**About this exercise**:
Look for the string "currentColor" in the listing. Copy each line that has it.

**Records**:
==========

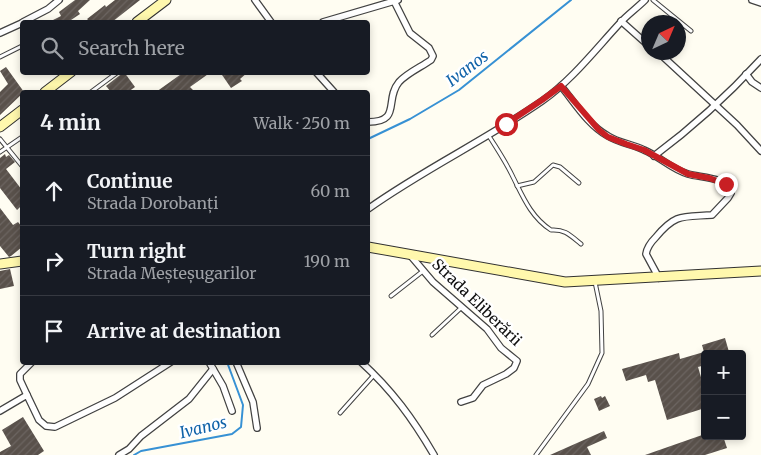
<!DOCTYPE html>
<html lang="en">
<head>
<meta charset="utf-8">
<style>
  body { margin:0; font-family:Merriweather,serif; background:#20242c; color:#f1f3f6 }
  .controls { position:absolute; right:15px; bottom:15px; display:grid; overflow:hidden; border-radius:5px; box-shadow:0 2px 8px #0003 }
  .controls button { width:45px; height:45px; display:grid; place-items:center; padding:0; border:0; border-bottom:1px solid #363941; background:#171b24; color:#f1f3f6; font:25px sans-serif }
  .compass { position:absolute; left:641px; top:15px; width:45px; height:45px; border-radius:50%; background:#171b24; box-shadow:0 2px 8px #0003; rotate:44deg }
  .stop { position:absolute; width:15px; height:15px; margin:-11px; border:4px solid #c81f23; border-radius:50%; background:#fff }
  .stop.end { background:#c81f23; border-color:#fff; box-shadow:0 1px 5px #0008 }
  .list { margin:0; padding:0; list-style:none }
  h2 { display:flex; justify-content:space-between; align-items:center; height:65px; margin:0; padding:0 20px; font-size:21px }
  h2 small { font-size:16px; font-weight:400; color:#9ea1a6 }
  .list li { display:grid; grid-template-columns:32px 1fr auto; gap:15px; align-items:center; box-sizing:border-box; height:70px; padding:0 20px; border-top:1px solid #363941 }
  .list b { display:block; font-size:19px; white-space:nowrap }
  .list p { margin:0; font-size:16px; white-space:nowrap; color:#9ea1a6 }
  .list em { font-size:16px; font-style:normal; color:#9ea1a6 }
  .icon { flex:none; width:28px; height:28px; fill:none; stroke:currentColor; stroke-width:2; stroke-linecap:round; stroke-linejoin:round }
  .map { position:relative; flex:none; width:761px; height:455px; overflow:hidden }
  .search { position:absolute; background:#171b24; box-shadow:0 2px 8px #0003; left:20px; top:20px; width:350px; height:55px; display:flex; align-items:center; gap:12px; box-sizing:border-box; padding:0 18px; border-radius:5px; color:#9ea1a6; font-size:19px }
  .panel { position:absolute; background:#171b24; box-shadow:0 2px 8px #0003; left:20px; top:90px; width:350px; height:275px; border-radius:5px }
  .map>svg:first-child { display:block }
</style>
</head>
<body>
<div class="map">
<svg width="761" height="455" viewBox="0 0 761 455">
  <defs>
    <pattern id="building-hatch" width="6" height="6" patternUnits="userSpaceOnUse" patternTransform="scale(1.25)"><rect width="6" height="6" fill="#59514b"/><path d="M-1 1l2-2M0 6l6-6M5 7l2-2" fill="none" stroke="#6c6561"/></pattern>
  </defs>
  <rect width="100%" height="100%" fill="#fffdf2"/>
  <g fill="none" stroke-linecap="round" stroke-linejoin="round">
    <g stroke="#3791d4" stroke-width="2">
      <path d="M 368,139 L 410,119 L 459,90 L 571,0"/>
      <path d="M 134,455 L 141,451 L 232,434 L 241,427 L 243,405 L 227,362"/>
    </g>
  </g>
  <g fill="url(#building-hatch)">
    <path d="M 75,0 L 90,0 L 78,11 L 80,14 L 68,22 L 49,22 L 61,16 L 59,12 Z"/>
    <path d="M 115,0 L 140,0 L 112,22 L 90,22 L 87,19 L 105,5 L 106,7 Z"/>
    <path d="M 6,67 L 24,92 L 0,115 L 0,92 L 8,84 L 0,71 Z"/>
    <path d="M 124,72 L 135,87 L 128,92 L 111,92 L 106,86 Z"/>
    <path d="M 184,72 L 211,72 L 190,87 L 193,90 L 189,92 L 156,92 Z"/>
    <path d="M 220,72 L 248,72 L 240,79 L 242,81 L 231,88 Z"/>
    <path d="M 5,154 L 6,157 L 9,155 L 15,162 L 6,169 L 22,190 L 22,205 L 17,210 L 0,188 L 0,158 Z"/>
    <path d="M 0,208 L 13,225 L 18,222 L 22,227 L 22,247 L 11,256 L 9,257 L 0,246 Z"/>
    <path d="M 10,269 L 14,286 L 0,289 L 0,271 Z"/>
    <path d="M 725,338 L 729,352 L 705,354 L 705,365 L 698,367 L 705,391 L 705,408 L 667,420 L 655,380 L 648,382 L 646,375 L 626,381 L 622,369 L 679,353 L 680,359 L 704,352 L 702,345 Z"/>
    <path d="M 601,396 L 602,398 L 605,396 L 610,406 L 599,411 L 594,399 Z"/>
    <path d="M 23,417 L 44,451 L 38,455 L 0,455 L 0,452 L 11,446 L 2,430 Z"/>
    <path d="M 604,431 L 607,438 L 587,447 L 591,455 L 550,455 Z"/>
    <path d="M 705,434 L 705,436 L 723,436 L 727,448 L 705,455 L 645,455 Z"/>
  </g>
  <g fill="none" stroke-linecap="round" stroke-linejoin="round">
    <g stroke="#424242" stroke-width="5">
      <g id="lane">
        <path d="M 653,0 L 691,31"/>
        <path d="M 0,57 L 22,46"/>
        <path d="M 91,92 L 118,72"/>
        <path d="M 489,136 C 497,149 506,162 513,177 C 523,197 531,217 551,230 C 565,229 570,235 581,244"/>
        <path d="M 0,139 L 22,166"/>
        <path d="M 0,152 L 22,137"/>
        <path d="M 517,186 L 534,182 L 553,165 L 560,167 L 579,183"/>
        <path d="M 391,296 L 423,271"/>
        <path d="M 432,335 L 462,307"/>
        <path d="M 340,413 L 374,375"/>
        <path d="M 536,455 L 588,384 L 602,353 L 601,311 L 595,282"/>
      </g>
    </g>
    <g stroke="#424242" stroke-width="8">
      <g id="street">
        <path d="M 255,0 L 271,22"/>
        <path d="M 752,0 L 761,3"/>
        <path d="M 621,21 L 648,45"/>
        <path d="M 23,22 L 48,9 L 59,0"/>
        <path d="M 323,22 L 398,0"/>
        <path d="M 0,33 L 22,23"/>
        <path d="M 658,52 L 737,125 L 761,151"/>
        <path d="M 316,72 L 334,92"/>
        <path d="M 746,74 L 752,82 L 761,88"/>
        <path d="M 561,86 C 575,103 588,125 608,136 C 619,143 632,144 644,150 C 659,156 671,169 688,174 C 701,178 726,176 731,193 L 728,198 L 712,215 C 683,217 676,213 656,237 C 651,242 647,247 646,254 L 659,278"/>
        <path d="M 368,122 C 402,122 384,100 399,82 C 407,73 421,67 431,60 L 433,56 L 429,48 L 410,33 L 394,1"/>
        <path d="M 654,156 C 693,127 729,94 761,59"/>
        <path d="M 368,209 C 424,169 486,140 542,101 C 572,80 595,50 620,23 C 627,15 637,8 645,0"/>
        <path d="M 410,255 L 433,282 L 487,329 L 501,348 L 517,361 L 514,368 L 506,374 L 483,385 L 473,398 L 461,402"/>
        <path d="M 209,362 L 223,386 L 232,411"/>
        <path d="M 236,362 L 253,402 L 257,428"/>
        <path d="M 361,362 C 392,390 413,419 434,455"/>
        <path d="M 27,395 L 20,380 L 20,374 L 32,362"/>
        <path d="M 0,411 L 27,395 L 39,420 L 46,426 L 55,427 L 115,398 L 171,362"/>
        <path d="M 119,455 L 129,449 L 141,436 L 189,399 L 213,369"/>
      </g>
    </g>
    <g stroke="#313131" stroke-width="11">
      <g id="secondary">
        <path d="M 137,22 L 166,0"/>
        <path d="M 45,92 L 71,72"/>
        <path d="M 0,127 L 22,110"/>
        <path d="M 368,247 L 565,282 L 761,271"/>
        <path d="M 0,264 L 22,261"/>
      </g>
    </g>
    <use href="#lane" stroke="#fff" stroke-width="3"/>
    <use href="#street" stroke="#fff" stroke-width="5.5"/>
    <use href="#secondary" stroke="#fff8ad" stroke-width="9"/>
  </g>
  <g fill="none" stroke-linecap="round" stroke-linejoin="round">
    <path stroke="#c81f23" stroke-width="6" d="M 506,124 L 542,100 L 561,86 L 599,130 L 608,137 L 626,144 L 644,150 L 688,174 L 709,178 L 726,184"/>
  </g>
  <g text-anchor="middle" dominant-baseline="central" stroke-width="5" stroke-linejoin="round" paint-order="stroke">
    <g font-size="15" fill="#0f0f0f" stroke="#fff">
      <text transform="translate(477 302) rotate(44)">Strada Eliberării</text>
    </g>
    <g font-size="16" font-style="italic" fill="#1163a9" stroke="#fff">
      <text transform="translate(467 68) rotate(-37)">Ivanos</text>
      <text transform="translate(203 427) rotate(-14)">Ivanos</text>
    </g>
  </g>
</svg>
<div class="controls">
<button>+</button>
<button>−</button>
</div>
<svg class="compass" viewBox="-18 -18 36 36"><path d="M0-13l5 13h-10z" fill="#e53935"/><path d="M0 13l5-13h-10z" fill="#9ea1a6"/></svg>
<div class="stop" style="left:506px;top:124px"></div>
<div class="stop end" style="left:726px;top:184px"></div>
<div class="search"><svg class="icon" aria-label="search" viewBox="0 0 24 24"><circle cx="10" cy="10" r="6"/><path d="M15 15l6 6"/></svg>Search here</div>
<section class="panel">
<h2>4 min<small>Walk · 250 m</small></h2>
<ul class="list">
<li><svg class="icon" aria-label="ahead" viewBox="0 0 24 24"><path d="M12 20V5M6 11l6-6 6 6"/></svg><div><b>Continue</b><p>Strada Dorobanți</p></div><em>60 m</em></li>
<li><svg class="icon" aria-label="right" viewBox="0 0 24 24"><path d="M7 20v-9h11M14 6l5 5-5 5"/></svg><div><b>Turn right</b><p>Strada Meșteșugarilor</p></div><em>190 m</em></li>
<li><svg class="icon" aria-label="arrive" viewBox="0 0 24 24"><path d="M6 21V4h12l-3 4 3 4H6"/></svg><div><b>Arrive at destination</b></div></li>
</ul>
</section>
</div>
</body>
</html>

==========

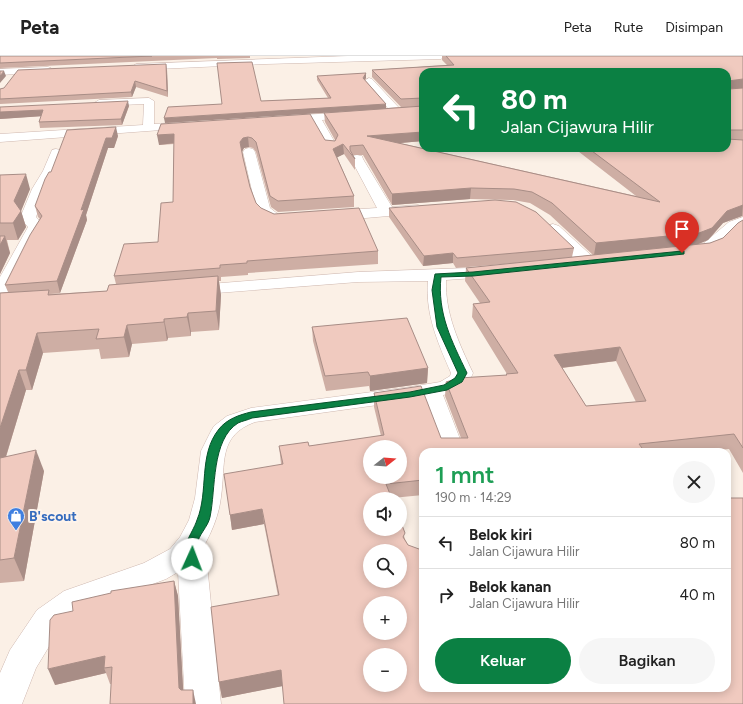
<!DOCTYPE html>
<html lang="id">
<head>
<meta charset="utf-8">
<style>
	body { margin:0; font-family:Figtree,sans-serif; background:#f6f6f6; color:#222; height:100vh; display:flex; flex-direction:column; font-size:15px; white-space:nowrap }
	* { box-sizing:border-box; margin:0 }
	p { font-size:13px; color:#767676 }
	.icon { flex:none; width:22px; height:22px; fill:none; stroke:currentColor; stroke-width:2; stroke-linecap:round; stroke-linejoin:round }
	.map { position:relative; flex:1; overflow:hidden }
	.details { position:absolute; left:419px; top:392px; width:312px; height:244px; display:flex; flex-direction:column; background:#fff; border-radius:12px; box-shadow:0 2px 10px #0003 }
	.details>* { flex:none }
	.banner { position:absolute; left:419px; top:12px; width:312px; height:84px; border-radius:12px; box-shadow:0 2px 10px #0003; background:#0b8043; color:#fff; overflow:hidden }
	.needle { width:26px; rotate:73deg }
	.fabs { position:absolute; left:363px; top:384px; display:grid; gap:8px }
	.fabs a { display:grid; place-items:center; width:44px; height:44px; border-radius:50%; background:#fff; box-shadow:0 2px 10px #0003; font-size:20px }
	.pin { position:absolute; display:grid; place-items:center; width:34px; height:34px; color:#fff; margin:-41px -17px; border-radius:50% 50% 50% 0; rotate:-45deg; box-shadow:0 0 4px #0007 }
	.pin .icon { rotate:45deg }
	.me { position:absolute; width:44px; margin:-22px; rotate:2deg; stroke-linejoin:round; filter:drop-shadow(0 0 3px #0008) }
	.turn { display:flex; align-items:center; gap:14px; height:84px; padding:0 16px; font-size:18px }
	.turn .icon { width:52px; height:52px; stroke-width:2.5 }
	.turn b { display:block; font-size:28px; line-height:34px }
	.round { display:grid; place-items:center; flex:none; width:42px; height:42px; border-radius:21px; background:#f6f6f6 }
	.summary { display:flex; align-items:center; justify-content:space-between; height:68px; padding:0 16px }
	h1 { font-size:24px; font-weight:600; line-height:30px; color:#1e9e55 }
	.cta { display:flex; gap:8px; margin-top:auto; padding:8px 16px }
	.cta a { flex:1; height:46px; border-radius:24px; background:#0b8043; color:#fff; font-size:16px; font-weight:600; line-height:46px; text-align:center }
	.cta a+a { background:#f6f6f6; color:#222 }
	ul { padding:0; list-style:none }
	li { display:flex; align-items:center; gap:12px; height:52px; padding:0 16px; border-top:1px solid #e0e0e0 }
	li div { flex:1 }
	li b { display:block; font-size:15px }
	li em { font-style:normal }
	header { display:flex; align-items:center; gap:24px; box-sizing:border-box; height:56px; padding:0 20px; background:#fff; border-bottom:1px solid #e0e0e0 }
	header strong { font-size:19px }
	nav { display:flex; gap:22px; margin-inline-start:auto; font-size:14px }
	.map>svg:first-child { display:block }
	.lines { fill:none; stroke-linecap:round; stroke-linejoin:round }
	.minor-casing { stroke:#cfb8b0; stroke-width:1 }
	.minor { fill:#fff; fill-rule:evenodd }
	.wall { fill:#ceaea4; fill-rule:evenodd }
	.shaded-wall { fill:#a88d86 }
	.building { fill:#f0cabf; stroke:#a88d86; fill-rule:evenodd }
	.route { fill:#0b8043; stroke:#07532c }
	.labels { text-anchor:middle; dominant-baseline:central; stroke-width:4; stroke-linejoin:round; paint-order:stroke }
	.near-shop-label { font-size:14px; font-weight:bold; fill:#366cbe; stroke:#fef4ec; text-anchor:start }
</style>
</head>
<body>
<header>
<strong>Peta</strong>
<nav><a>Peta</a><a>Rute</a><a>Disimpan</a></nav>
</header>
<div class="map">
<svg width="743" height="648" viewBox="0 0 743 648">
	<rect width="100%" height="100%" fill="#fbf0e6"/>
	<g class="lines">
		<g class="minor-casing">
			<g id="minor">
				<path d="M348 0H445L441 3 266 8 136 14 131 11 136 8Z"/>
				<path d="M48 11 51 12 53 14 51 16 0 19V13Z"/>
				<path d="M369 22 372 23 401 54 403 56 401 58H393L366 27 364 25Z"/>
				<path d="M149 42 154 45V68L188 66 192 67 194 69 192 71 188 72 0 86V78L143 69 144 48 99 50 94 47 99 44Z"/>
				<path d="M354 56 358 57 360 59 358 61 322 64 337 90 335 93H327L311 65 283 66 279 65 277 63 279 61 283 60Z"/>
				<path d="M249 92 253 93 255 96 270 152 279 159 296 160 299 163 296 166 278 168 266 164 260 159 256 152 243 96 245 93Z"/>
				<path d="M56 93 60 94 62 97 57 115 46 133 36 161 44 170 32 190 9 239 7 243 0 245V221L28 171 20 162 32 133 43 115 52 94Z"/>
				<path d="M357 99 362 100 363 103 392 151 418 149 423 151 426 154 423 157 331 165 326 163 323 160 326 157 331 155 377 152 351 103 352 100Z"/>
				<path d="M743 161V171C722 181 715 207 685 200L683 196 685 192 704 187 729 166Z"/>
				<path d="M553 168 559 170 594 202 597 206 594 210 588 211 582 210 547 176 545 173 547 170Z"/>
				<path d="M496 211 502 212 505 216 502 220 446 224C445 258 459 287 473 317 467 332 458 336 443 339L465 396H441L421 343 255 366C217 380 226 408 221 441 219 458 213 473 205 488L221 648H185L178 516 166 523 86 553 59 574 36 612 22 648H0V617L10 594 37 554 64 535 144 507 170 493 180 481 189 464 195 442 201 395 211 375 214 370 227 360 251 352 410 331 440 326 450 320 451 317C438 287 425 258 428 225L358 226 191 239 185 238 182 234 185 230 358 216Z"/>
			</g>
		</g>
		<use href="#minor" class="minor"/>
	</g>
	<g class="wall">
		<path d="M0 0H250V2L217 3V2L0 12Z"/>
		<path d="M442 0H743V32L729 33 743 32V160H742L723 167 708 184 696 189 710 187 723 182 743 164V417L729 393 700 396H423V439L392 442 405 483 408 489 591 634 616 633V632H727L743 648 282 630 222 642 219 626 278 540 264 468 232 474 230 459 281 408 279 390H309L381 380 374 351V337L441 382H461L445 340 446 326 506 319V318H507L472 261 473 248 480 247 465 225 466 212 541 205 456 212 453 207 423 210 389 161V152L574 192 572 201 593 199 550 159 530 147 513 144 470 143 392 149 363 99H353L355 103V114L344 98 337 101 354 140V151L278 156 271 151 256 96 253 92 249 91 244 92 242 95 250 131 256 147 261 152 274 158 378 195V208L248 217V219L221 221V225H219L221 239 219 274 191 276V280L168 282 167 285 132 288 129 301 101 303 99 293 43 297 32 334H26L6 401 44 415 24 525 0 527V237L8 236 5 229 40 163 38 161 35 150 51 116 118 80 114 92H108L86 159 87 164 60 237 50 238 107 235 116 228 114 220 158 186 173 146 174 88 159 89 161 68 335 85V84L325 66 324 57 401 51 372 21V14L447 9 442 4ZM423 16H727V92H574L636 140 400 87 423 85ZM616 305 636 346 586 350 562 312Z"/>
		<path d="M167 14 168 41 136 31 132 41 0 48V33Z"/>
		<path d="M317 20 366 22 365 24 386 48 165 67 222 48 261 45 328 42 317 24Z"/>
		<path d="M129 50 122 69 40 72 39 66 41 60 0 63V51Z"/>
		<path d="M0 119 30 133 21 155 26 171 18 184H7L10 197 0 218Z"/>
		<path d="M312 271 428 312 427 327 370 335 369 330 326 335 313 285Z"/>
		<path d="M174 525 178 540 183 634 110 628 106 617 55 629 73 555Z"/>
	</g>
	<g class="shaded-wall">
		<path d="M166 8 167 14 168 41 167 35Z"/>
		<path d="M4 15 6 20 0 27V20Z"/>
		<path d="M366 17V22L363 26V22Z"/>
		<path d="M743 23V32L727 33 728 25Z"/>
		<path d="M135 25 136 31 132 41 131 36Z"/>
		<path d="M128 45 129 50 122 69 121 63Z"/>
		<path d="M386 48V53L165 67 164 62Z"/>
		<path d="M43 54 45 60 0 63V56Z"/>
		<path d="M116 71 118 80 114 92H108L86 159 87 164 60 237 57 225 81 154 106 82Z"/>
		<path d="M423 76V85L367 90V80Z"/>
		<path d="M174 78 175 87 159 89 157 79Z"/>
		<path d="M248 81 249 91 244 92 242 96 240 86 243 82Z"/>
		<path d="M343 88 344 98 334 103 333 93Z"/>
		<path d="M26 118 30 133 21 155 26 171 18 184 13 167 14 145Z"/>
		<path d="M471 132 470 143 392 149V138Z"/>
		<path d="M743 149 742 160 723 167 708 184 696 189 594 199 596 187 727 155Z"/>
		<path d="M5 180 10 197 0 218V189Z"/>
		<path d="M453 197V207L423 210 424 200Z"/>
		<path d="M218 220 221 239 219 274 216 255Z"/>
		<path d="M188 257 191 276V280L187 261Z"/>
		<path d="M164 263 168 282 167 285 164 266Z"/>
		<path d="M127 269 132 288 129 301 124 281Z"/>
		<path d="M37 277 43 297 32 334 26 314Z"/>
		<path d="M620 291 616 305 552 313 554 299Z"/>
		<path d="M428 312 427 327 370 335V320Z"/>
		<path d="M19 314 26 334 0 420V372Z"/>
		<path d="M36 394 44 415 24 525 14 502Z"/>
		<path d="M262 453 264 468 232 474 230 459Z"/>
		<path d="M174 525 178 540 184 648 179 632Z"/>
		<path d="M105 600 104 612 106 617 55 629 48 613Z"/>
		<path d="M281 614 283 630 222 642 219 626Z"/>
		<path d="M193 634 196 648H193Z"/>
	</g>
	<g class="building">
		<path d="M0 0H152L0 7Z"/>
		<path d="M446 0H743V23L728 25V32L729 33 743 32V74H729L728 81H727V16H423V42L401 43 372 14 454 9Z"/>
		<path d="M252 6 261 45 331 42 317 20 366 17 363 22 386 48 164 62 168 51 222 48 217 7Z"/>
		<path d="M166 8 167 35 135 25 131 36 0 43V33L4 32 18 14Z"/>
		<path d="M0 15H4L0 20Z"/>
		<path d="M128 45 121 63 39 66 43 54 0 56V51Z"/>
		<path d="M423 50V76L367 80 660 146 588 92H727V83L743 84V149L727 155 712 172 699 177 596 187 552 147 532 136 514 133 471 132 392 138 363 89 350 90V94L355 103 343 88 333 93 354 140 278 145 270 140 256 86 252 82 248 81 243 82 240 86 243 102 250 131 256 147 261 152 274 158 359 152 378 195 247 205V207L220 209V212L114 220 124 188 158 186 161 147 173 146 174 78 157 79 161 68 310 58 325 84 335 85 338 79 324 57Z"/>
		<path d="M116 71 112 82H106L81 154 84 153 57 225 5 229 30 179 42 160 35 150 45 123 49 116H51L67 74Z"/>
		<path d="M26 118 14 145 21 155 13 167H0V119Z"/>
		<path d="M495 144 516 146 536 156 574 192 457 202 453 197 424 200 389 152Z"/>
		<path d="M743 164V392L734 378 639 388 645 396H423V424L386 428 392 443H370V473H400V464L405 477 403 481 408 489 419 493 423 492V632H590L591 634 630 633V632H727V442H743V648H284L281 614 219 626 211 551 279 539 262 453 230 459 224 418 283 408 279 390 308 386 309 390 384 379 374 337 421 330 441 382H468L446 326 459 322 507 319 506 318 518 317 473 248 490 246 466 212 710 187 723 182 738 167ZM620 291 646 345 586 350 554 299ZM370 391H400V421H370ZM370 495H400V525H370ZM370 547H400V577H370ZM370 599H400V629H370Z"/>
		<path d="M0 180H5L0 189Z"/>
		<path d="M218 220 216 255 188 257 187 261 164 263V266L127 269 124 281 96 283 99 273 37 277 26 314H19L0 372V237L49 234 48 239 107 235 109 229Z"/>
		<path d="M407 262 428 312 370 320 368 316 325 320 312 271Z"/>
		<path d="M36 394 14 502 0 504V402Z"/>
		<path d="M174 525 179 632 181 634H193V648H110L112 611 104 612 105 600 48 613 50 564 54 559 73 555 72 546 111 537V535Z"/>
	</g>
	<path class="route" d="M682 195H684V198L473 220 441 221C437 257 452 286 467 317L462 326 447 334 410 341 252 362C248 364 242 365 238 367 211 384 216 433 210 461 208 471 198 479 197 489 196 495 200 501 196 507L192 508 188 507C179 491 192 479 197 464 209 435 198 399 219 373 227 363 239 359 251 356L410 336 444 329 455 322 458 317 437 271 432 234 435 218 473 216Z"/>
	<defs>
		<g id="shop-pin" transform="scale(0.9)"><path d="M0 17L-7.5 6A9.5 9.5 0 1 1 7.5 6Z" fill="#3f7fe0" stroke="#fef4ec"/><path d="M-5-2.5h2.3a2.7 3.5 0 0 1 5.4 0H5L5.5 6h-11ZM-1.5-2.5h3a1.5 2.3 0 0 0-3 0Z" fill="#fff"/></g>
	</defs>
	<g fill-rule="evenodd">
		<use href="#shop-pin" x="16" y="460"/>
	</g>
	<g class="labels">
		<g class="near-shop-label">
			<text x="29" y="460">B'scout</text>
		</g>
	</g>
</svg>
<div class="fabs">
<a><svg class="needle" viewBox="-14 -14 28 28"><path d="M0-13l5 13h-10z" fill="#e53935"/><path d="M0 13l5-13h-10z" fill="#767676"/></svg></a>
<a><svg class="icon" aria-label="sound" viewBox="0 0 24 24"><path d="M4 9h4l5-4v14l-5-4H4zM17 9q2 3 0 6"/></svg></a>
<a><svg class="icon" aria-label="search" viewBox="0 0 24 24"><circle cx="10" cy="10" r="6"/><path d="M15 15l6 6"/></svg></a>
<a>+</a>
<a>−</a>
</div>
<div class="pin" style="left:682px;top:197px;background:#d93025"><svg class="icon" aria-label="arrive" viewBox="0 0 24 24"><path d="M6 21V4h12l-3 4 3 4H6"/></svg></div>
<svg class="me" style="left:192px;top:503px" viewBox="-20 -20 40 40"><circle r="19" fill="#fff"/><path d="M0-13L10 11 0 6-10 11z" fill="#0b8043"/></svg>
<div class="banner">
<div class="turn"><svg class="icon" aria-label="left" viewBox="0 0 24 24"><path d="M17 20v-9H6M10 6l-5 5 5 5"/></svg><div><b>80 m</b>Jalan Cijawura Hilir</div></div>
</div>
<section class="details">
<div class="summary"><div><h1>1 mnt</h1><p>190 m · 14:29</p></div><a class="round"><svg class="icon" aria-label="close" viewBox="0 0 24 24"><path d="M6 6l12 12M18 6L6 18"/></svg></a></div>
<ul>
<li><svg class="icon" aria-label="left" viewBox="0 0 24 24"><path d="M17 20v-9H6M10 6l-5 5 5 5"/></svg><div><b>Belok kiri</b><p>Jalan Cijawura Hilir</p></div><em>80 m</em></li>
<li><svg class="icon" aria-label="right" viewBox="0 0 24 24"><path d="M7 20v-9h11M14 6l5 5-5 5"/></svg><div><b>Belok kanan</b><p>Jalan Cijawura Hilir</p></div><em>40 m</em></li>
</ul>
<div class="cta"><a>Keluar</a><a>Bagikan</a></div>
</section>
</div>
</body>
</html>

==========

**Result for this task**:
  .icon { flex:none; width:28px; height:28px; fill:none; stroke:currentColor; stroke-width:2; stroke-linecap:round; stroke-linejoin:round }
	.icon { flex:none; width:22px; height:22px; fill:none; stroke:currentColor; stroke-width:2; stroke-linecap:round; stroke-linejoin:round }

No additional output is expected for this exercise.